**EXERCISE PROMPT**
Extract the complete data exactly as given.

**WORKING DATA**
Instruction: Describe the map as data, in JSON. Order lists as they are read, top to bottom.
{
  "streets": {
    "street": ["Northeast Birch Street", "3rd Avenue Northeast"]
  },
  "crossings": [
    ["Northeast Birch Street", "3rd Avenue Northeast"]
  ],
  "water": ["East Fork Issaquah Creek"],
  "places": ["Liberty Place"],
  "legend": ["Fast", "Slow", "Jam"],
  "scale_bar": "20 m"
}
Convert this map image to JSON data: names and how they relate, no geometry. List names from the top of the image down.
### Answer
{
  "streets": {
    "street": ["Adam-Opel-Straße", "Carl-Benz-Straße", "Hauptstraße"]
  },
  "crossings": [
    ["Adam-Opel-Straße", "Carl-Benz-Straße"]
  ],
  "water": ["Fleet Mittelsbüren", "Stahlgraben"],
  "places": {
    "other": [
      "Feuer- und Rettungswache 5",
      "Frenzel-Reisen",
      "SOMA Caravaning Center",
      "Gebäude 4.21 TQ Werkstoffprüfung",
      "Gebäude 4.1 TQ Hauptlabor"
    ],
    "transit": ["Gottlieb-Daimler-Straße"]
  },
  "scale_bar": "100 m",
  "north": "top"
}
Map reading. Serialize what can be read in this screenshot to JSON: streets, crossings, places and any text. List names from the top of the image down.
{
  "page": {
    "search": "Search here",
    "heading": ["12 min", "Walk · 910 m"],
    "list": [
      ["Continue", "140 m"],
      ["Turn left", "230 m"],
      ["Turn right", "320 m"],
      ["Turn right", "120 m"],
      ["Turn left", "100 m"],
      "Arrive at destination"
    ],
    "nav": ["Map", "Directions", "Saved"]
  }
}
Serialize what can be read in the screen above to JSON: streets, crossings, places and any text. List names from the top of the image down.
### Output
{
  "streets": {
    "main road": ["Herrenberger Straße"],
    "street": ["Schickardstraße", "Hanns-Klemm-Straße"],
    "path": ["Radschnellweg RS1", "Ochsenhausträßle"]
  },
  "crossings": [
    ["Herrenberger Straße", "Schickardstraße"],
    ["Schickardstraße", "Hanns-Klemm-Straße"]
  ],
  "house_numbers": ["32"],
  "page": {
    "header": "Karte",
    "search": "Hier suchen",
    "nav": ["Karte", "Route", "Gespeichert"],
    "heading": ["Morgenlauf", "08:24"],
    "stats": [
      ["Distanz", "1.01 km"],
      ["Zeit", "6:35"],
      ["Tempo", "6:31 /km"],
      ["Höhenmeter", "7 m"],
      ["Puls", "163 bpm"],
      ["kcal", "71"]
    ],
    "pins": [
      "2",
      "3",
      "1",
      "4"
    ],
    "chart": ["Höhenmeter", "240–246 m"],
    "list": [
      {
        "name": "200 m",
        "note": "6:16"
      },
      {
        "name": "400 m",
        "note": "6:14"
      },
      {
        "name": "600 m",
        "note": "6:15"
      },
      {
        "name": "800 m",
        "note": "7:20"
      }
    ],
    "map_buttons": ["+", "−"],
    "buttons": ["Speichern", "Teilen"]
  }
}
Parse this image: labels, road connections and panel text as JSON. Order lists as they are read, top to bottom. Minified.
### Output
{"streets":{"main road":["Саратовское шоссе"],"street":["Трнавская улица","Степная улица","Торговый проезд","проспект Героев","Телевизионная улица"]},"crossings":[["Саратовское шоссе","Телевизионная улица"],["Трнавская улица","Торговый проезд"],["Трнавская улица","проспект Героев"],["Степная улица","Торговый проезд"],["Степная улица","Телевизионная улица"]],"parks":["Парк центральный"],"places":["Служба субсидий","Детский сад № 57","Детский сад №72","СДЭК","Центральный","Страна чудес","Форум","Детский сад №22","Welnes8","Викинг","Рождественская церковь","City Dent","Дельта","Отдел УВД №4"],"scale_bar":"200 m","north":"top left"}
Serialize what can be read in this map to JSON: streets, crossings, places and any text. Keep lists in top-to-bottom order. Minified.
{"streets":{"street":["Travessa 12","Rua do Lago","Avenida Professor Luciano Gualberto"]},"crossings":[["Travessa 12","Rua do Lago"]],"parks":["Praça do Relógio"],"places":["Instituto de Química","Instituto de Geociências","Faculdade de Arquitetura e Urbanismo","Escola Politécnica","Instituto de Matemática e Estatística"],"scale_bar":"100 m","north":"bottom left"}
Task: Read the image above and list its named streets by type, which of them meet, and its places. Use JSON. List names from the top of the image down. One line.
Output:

**WRITTEN ANSWER**
Instruction: Describe the map as data, in JSON. Order lists as they are read, top to bottom.
{
  "streets": {
    "street": ["Northeast Birch Street", "3rd Avenue Northeast"]
  },
  "crossings": [
    ["Northeast Birch Street", "3rd Avenue Northeast"]
  ],
  "water": ["East Fork Issaquah Creek"],
  "places": ["Liberty Place"],
  "legend": ["Fast", "Slow", "Jam"],
  "scale_bar": "20 m"
}
Convert this map image to JSON data: names and how they relate, no geometry. List names from the top of the image down.
### Answer
{
  "streets": {
    "street": ["Adam-Opel-Straße", "Carl-Benz-Straße", "Hauptstraße"]
  },
  "crossings": [
    ["Adam-Opel-Straße", "Carl-Benz-Straße"]
  ],
  "water": ["Fleet Mittelsbüren", "Stahlgraben"],
  "places": {
    "other": [
      "Feuer- und Rettungswache 5",
      "Frenzel-Reisen",
      "SOMA Caravaning Center",
      "Gebäude 4.21 TQ Werkstoffprüfung",
      "Gebäude 4.1 TQ Hauptlabor"
    ],
    "transit": ["Gottlieb-Daimler-Straße"]
  },
  "scale_bar": "100 m",
  "north": "top"
}
Map reading. Serialize what can be read in this screenshot to JSON: streets, crossings, places and any text. List names from the top of the image down.
{
  "page": {
    "search": "Search here",
    "heading": ["12 min", "Walk · 910 m"],
    "list": [
      ["Continue", "140 m"],
      ["Turn left", "230 m"],
      ["Turn right", "320 m"],
      ["Turn right", "120 m"],
      ["Turn left", "100 m"],
      "Arrive at destination"
    ],
    "nav": ["Map", "Directions", "Saved"]
  }
}
Serialize what can be read in the screen above to JSON: streets, crossings, places and any text. List names from the top of the image down.
### Output
{
  "streets": {
    "main road": ["Herrenberger Straße"],
    "street": ["Schickardstraße", "Hanns-Klemm-Straße"],
    "path": ["Radschnellweg RS1", "Ochsenhausträßle"]
  },
  "crossings": [
    ["Herrenberger Straße", "Schickardstraße"],
    ["Schickardstraße", "Hanns-Klemm-Straße"]
  ],
  "house_numbers": ["32"],
  "page": {
    "header": "Karte",
    "search": "Hier suchen",
    "nav": ["Karte", "Route", "Gespeichert"],
    "heading": ["Morgenlauf", "08:24"],
    "stats": [
      ["Distanz", "1.01 km"],
      ["Zeit", "6:35"],
      ["Tempo", "6:31 /km"],
      ["Höhenmeter", "7 m"],
      ["Puls", "163 bpm"],
      ["kcal", "71"]
    ],
    "pins": [
      "2",
      "3",
      "1",
      "4"
    ],
    "chart": ["Höhenmeter", "240–246 m"],
    "list": [
      {
        "name": "200 m",
        "note": "6:16"
      },
      {
        "name": "400 m",
        "note": "6:14"
      },
      {
        "name": "600 m",
        "note": "6:15"
      },
      {
        "name": "800 m",
        "note": "7:20"
      }
    ],
    "map_buttons": ["+", "−"],
    "buttons": ["Speichern", "Teilen"]
  }
}
Parse this image: labels, road connections and panel text as JSON. Order lists as they are read, top to bottom. Minified.
### Output
{"streets":{"main road":["Саратовское шоссе"],"street":["Трнавская улица","Степная улица","Торговый проезд","проспект Героев","Телевизионная улица"]},"crossings":[["Саратовское шоссе","Телевизионная улица"],["Трнавская улица","Торговый проезд"],["Трнавская улица","проспект Героев"],["Степная улица","Торговый проезд"],["Степная улица","Телевизионная улица"]],"parks":["Парк центральный"],"places":["Служба субсидий","Детский сад № 57","Детский сад №72","СДЭК","Центральный","Страна чудес","Форум","Детский сад №22","Welnes8","Викинг","Рождественская церковь","City Dent","Дельта","Отдел УВД №4"],"scale_bar":"200 m","north":"top left"}
Serialize what can be read in this map to JSON: streets, crossings, places and any text. Keep lists in top-to-bottom order. Minified.
{"streets":{"street":["Travessa 12","Rua do Lago","Avenida Professor Luciano Gualberto"]},"crossings":[["Travessa 12","Rua do Lago"]],"parks":["Praça do Relógio"],"places":["Instituto de Química","Instituto de Geociências","Faculdade de Arquitetura e Urbanismo","Escola Politécnica","Instituto de Matemática e Estatística"],"scale_bar":"100 m","north":"bottom left"}
Task: Read the image above and list its named streets by type, which of them meet, and its places. Use JSON. List names from the top of the image down. One line.
Output:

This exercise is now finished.